According to the Global Fund, early program data suggest strong uptake of LEN among “priority populations”, including adolescent girls and young women and people accessing PrEP for the first time. However, it remains unclear how “priority populations” are being defined and who exactly is included among those accessing PrEP for the first time. Without explicitly naming these groups, there is a significant risk that key populations will be overlooked and effectively erased from early introduction efforts.
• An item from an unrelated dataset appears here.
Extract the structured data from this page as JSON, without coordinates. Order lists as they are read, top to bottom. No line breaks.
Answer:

A GBGMC and AVAC report released in September shows that the annual global need for PrEP among key populations will be 11.5 million by 2030. By the end of next week, eight of the nine countries identified by the Global Fund for early LEN introduction, with the exception of South Africa, will have begun to rollout LEN.
IMPLICATIONS: The announcement highlights the progress and what is possible: rapid early rollout, aligned partnerships, and market-shaping efforts, including generic licensing. But without ambitious targets and bigger volume commitments for at least four million people in the next two years, clear pricing and financing, reliable supply chains, well-supported service delivery, and robust monitoring to ensure equitable access, LEN risks following the same rollout as earlier innovations like oral PrEP, which reached too few, too slowly. As LEN rollout expands, impact will depend on clearly defining and reaching all priority populations, tracking uptake across groups, and avoiding patterns of inequity in access where new prevention tools reach some communities while leaving others behind.
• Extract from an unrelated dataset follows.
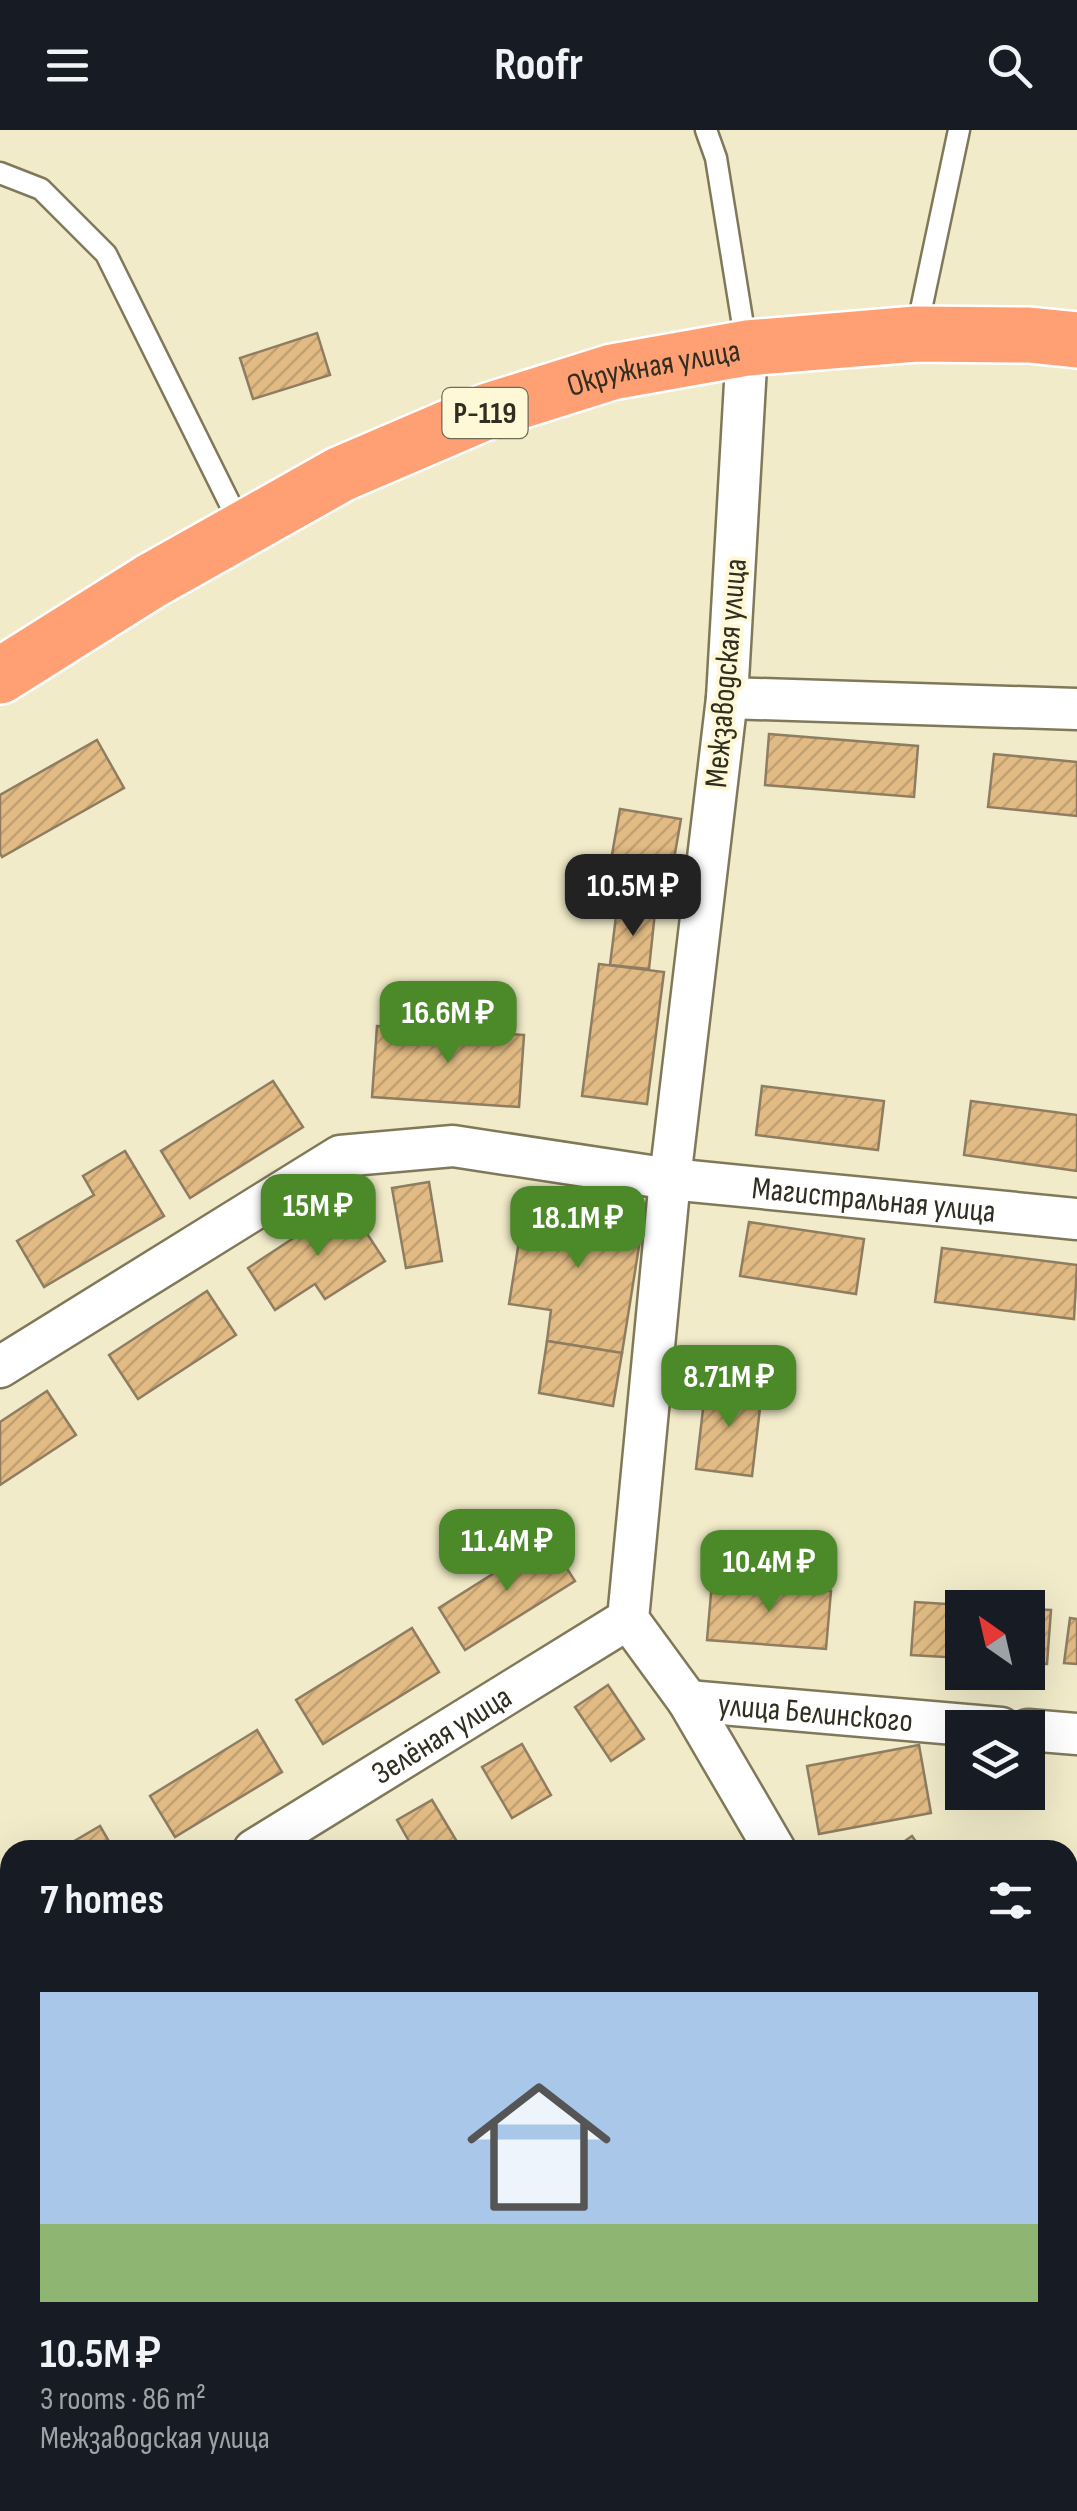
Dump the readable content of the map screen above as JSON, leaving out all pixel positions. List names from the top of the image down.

- Three Million is a Step Forward, But Not Enough—AVAC and Access Bridge
- US and Global Fund ramp up support for HIV prevention jab—Devex
- Global Fund and US Expand Commitment to Long-Acting HIV Prevention as Country Rollout of Lenacapavir Accelerates—The Global Fund
- United States-Led Partnership to Provide an Additional One Million People with Landmark American HIV Drug Lenacapavir to Help End Mother-to-Child HIV Transmission—US Department of State
- Gilead announcement does not address why people can’t access groundbreaking HIV prevention medicine—Doctors Without Borders
- Watch: The Lenacapavir Partnership and the Evolution of US Foreign Assistance—CSIS
- Global Fund expands commitment to improve access to HIV drug—Reuters
- One Million More People to Get HIV ‘Miracle’ Drug Lenacapavir as US, Global Fund Expand Access—Health Policy Watch
- Rollout of powerful new HIV prevention tool in lower income countries gets a boost—Science
- Breakthrough HIV Drug Is Out Of Reach For Many Who Need It Most—Forbes
RESOURCES:
- Graphic: Lenacapavir for PrEP Programmatic Rollout in LMICs—AVAC
- Graphic: Potential Lenacapavir Supply, 2026-28—AVAC
Proposed Office of AIDS Research (OAR) Budget Cuts and Shift to Implementation Science
The US President’s Fiscal Year 2027 budget request to Congress proposes a $5–6 billion budget cut for the National Institutes of Health (NIH). This includes a 28% budget cut to the National Institute of Allergy and Infectious Diseases (NIAID) and a nearly $600 million reduction to the Office of AIDS Research (OAR), which coordinates HIV research across the NIH. The accompanying Congressional Budget Justification (CBJ) issued by the NIH reiterates that NIAID is transitioning away from its “historic triad” of HIV, biodefense and pandemic preparedness and other infectious and immunologic disease to two new pillars: infectious disease research and immunological, allergy and autoimmune research. The CBJ also offers no explicit mention of HIV cure or vaccine research, instead placing a strong emphasis on implementation science. As reported in August, this reflects a potential dramatic shift of the NIH’s budget and priorities: away from basic science toward implementation science, with an emphasis on how best to use existing tools (including lenacapavir for PrEP) to end the epidemic in the US.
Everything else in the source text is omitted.